This panel discussion explored the challenges confronting women leaders and the advantages to society of having more women in leadership positions.
The discussion was moderated by broadcaster Áine Lawlor.
Our speakers:
Baroness Ruth Davidson is a writer, broadcaster and politician. A former leader of the Scottish Conservatives, when first elected, Ruth was both the youngest - and first openly LGBT- leader of a major UK political party. Under her stewardship, the party returned the largest number of Conservative MPs North of the Border in nearly 40 years and the greatest number of MSPs at Holyrood in the history of devolution. In 2018, She was named by Time Magazine as one of its 100 people of influence.
Ruth was heavily involved in both referendum campaigns, arguing to keep Scotland in the United Kingdom and the UK in the European Union. She is a published author, a regular commentator and presents a weekly radio programme on Times Radio. She sits in the House of Lords as a Conservative peer. Ruth lives in East Lothian with her partner, son and cocker spaniel.
Professor Yvonne Galligan is Director of Equality, Diversity and Inclusion and Professor of Comparative Politics in Technological University Dublin. She is also founding director of the Allied Irish Bank Research Centre on Inclusive and Equitable Cultures (RINCE) in TU Dublin. She was a founding board member of the European Journal of Gender and Politics, and past Vice President and Executive Member of the International Political Science Association (2000-2012), recent Honorary Treasurer of the Political Studies Association (2018-2022) and currently serves on the Ethical, Political, Legal and Philosophical Studies Committee of the Royal Irish Academy. She is also Chair of the Ireland Athena SWAN National Committee. She is a Fellow of the Academy of Social Sciences, honorary Fellow of Trinity College Dublin, and recipient of an honorary doctorate in social science from the University of Edinburgh.
She has a continuing interest in women’s political representation, written widely on the subject, and contributed her comparative expertise on the topic to governments, parties, international organisations and non-governmental bodies.
President Tarja Halonen served as President of Finland from 2000 to 2012. Prior to her election, she held the office of Minister of Social Affairs and Health, Minister of Justice, and Minister for Foreign Affairs. She continues to work closely with the UN, and is currently a member of the UN Secretary-General’s High-Level Advisory Board on Mediation, UNCCD Drylands Ambassador, and a member of CTBTO Group of Eminent Persons. President Halonen continues working towards sustainable development in her other roles, such as a member of Sustainable Development Solutions Network’s Leadership Council and the Chairperson of Lancet-SIGHT commission on Peaceful Societies through Health and Gender Equality.
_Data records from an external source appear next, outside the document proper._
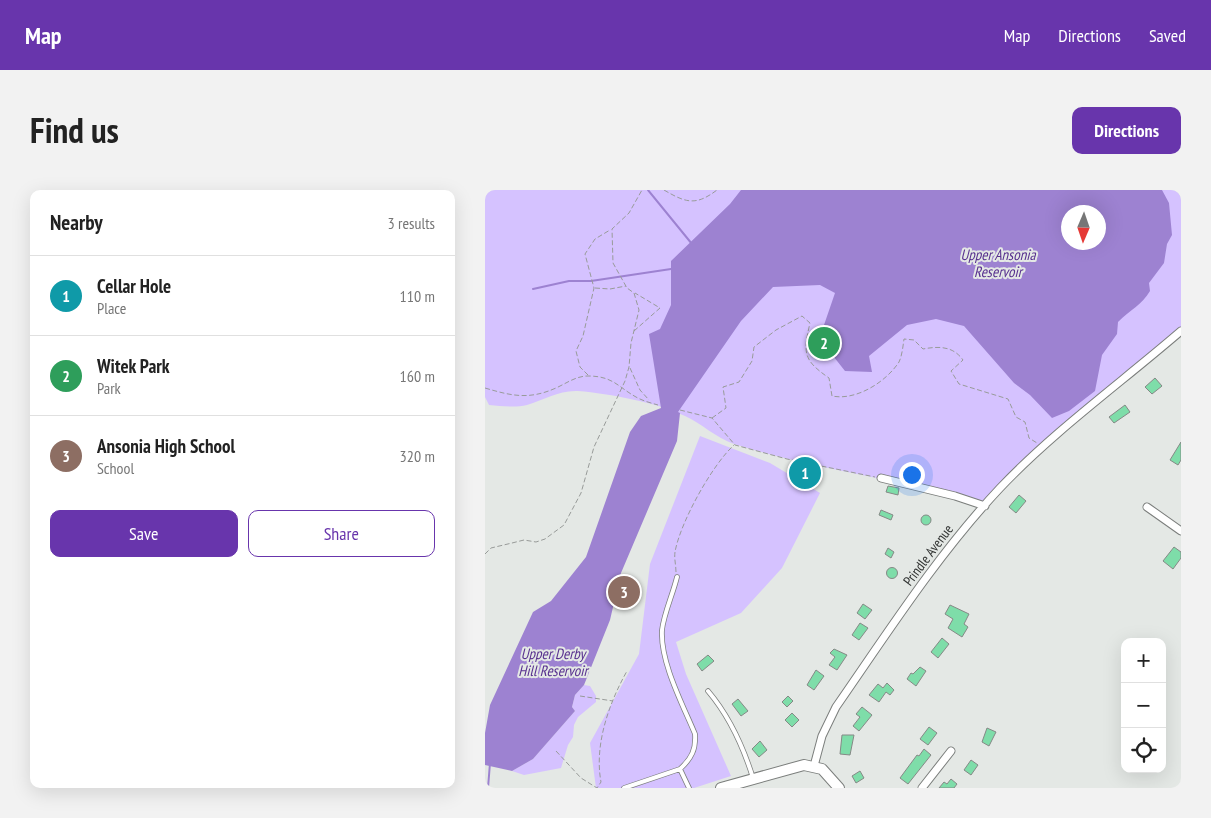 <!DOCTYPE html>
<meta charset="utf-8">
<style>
:root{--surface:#fff;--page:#f2f2f2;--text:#222;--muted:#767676;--line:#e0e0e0;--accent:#6835ac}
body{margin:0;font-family:"PT Sans Narrow",sans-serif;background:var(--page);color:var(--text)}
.controls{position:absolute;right:15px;bottom:15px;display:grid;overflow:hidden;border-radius:10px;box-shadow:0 5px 20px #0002}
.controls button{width:45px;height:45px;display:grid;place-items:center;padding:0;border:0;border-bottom:1px solid var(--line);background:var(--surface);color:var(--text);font:25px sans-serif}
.compass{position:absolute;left:576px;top:15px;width:45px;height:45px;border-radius:50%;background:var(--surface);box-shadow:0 5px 20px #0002;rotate:182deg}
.you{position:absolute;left:426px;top:284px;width:18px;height:18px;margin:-12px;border:4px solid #fff;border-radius:50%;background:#1a73e8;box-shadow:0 0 0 8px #1a73e833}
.badge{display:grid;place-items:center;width:32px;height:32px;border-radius:50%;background:var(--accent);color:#fff;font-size:16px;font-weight:700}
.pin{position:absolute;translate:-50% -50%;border:2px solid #fff;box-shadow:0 1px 5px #0006}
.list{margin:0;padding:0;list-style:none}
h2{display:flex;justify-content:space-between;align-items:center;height:65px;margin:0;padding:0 20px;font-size:21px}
h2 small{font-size:16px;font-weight:400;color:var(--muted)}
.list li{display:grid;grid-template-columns:32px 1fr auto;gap:15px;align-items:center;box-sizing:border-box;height:80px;padding:0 20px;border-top:1px solid var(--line)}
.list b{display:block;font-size:19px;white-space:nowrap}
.list p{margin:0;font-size:16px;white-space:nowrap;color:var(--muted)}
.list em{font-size:16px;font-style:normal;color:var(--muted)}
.actions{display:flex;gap:10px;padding:15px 20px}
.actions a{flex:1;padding:11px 0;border:1px solid var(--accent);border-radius:10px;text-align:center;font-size:18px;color:var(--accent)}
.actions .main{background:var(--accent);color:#fff}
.icon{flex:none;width:28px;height:28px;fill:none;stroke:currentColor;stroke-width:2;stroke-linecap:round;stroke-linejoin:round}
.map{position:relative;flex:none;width:696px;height:598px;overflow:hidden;border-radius:10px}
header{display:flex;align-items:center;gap:30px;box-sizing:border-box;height:70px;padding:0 25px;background:var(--accent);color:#fff}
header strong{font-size:24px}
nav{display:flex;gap:28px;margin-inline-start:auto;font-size:18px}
.intro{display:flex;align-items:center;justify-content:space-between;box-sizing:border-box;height:120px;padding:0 30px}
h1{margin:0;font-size:35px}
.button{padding:12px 22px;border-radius:10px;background:var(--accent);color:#fff;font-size:18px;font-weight:700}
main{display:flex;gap:30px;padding:0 30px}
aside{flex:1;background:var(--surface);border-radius:10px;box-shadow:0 5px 20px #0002}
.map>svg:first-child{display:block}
.green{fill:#d5c2ff;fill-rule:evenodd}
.water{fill:#9d82d1;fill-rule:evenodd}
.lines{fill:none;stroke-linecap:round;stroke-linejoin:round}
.stream{stroke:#9d82d1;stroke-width:2}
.building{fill:#7edda9;stroke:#858986}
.service-casing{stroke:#7b7e7c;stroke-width:5.5}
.minor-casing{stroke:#7b7e7c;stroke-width:9}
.secondary-casing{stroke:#7b7e7c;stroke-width:12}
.path{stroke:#989b99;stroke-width:1;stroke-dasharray:5 2.5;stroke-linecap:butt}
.service{stroke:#fff;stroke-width:4}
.minor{stroke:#fff;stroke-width:7}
.secondary{stroke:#fff;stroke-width:10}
.labels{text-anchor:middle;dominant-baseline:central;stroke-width:4;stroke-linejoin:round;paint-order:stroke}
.street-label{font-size:14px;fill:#313332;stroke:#e4e8e5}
.water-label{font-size:15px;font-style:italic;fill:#58318f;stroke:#e4e8e5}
</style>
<header>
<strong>Map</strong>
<nav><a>Map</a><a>Directions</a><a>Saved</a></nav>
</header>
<div class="intro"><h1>Find us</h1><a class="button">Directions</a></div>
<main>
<aside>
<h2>Nearby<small>3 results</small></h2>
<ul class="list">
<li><span class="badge" style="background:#0f9aa8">1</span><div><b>Cellar Hole</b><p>Place</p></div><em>110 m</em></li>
<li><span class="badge" style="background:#2e9e5b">2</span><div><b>Witek Park</b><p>Park</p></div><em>160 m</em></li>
<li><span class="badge" style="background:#8d6e63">3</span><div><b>Ansonia High School</b><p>School</p></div><em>320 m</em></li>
</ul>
<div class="actions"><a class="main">Save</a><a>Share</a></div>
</aside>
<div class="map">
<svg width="696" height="598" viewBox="0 0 696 598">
<rect width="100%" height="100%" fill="#e4e8e5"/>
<path class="green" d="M 0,0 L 693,0 L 696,5 L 696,137 L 574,242 L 499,314 C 417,289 330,280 249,254 C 231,248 216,233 200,226 C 170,212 126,204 93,201 C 74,200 59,210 42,215 C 30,218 17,216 4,215 L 0,207 ZM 584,22 L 614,22 L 614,52 L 584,52 Z
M 215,246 L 285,273 L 335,303 L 297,378 L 256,423 L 191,452 L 201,484 L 246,586 L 209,598 L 111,598 L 105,553 L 154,464 L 165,374 Z
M 99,495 L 105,496 L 111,506 L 111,512 L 93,527 L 89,535 L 88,547 L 83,555 L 76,578 L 39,585 L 27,581 L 48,569 L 90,521 L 87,517 L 90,505 Z"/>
<path class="water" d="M 256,0 L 677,0 L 684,13 L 687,45 L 682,54 L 679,73 L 664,93 L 665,101 C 657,115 645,120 633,132 L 632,144 L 617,165 L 610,201 L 584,221 L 567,228 L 545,205 L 529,193 L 479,136 L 451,129 L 422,135 L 384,166 L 387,182 L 360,181 L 341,157 L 339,135 L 350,103 L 335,95 L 288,97 L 256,131 L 193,222 L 195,223 L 192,251 L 136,383 L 125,430 L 99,495 L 90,505 L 87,517 L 90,521 L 48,569 L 27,581 L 0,575 L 0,543 L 5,515 L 48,422 L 66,411 L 101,367 L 145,242 L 156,226 L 176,218 L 164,144 L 175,139 L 186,115 L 186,71 L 245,14 ZM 584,22 L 614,22 L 614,52 L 584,52 Z"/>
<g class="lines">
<path class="stream" d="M 163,0 L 207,54
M 48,99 L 84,91 L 106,91 L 186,79
M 3,598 L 5,573"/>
</g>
<path class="building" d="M 670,188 L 677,196 L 667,204 L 660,197 Z
M 640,215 L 645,222 L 629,233 L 624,227 Z
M 696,252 L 696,270 L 693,275 L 685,270 Z
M 316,277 L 327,281 L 325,289 L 313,286 Z
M 403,296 L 414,298 L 413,305 L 401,302 Z
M 534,305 L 541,311 L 531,323 L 524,317 Z
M 396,320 L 408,325 L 406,330 L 394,325 Z
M436 330a5 5 0 1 1 10 0a5 5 0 1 1-10 0Z
M 689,357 L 696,362 L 696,368 L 688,379 L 678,371 Z
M 403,358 L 409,362 L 406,368 L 400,364 Z
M401.5 383a5.5 5.5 0 1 1 11 0a5.5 5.5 0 1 1-11 0Z
M 378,414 L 387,420 L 380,429 L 372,423 Z
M 465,415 L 484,424 L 479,434 L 483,437 L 477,447 L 463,438 L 468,429 L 460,424 Z
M 375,433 L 383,438 L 374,450 L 367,445 Z
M 457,448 L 464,454 L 453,468 L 446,462 Z
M 349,459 L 362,465 L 352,480 L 344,475 L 350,467 L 345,463 Z
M 223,465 L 229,471 L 217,481 L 212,474 Z
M 435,477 L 441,481 L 431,496 L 422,489 L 426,483 L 428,484 Z
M 331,480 L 339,486 L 329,500 L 322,495 Z
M 402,493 L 409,500 L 405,505 L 401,502 L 394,512 L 384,505 L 393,494 L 398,498 Z
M 303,506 L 308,511 L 302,517 L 297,512 Z
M 253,509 L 263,521 L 256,526 L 247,514 Z
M 377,517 L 387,525 L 374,541 L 368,536 L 375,527 L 371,524 Z
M 307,523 L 314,530 L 307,537 L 300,530 Z
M 444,537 L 452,543 L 443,555 L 435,549 Z
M 502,538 L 511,542 L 504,556 L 497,552 Z
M 357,545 L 369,545 L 365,565 L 355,564 Z
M 275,551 L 282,560 L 274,567 L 267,559 Z
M 439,559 L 446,565 L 423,594 L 415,588 L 432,565 L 434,566 Z
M 486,570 L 493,575 L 486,585 L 479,580 Z
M 375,581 L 379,588 L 371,593 L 367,586 Z
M 466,589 L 472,594 L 469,598 L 454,598 L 459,592 L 462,594 Z"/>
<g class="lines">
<defs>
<path id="service" d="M 192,387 C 188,404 179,423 177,440 C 175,472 198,515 210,544 C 211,559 207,568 195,579
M 223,501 C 245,527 258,556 268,588
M 139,598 L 195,579 L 204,598"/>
<path id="minor" d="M 396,288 L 470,306 L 500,316
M 662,317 L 696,341
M 329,576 L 337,546 L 351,517 C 403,442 453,364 515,298 C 569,241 637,192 696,141
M 437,598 L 466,561"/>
<path id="secondary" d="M 236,598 L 319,575 L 337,579 L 354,598"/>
</defs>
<use href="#service" class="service-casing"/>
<use href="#minor" class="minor-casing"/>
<use href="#secondary" class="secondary-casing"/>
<path class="path" d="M 179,0 C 201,13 211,16 232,0
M 110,98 L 125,99 L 141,96
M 149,141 L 175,118 L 150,103
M 145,178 L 155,200 L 164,210
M 103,185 L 95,177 L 91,161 L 98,146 L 109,98 L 100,64 L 110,49 L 125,40
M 0,198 C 27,206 44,210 71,198 C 82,193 91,186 103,186 C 128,186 133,197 151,207 C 158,211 166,213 173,215
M 195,220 L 227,228 L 250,255 L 302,269 L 390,287
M 227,228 L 241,218 L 238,197 L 254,192 L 267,171 L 269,157 L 291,140 L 317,126 L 325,133 C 318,163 318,170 344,188 L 347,206 C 371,211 401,192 414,172 C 417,166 418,156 419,149 L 429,150 L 438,159 C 454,156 468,156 478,170 L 466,181 L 474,194 L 523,209 L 531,227 L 540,232 L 544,248 L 552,253
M 0,364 L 6,358 L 27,353 L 39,350 L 51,352 L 60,349 L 79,335 L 96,303 L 109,257 L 140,191 L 144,177 L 146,153 L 154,120 L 149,103 L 142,98 L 128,73 L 127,39 L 144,23 L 157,0
M 191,382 C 191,375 189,369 190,362 C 195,333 227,275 249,255
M 95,506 L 128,511
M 71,561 L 96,588 L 112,598 L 116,592 C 109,555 124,513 142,481"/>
<use href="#service" class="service"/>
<use href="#minor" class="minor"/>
<use href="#secondary" class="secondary"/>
</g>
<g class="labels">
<g class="street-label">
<text transform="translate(443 365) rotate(-53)">Prindle Avenue</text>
</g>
<g class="water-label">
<text x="513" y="64">Upper Ansonia<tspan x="513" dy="17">Reservoir</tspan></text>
<text x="68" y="463">Upper Derby<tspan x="68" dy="17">Hill Reservoir</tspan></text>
</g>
</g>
</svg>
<div class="controls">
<button>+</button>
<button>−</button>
<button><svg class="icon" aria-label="locate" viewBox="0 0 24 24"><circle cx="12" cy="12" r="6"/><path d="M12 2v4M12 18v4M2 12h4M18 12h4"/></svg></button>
</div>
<svg class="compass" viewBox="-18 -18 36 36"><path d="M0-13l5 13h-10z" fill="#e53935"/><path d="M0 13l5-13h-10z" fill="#767676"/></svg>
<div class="you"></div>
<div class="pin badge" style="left:320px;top:283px;background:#0f9aa8">1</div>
<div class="pin badge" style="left:339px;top:153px;background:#2e9e5b">2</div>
<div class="pin badge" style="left:139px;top:402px;background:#8d6e63">3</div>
</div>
</main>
In Finland, President Halonen serves as the Chairperson of the Finnish National Gallery, as the Chair of the Advisory Board of the Stadium Foundation and as a member of the Board of SITRA.
Professor Emerita Monica McWilliams co-founded the Northern Ireland Women’s Coalition, a political party involved in the multi- party peace negotiations leading to the 1998 peace agreement. She was a member of the first Northern Ireland Legislative Assembly and as Chief Commissioner of the Human Rights Commission, she drafted the advice on a Bill of Rights for Northern Ireland. Monica is Emerita Professor at Ulster University and has recently published a memoir ‘Stand Up, Speak Out’ which charts her activism over the decades from the civil rights protests in the 1960s to the signing and implementation of the Good Friday Agreement. She is a recipient of the JF Kennedy Profiles in Courage Award.
Áine Lawlor joined RTÉ in September 1984 as a trainee journalist, working on a number of radio and television programmes. She then became a reporter/presenter in January 1988, eventually leading to her becoming a presenter on Morning Ireland which she joined in 1995 and presented for over 17 years. She was awarded Best News Broadcaster of the Year at the prestigious PPI Radio Awards in October 2012 and went on to be inducted into the PPI Hall of Fame in 2014.
In August 2013, she joined RTÉ’s flagship lunchtime radio news programme News at One as alternating presenter and was also appointed as presenter of The Week in Politics on RTÉ One television. In November 2013, she presented a two-part documentary Facing Cancer which followed her as she re-traced the steps of her journey to overcome breast cancer. She is married to Ian Wilson, and they have four children.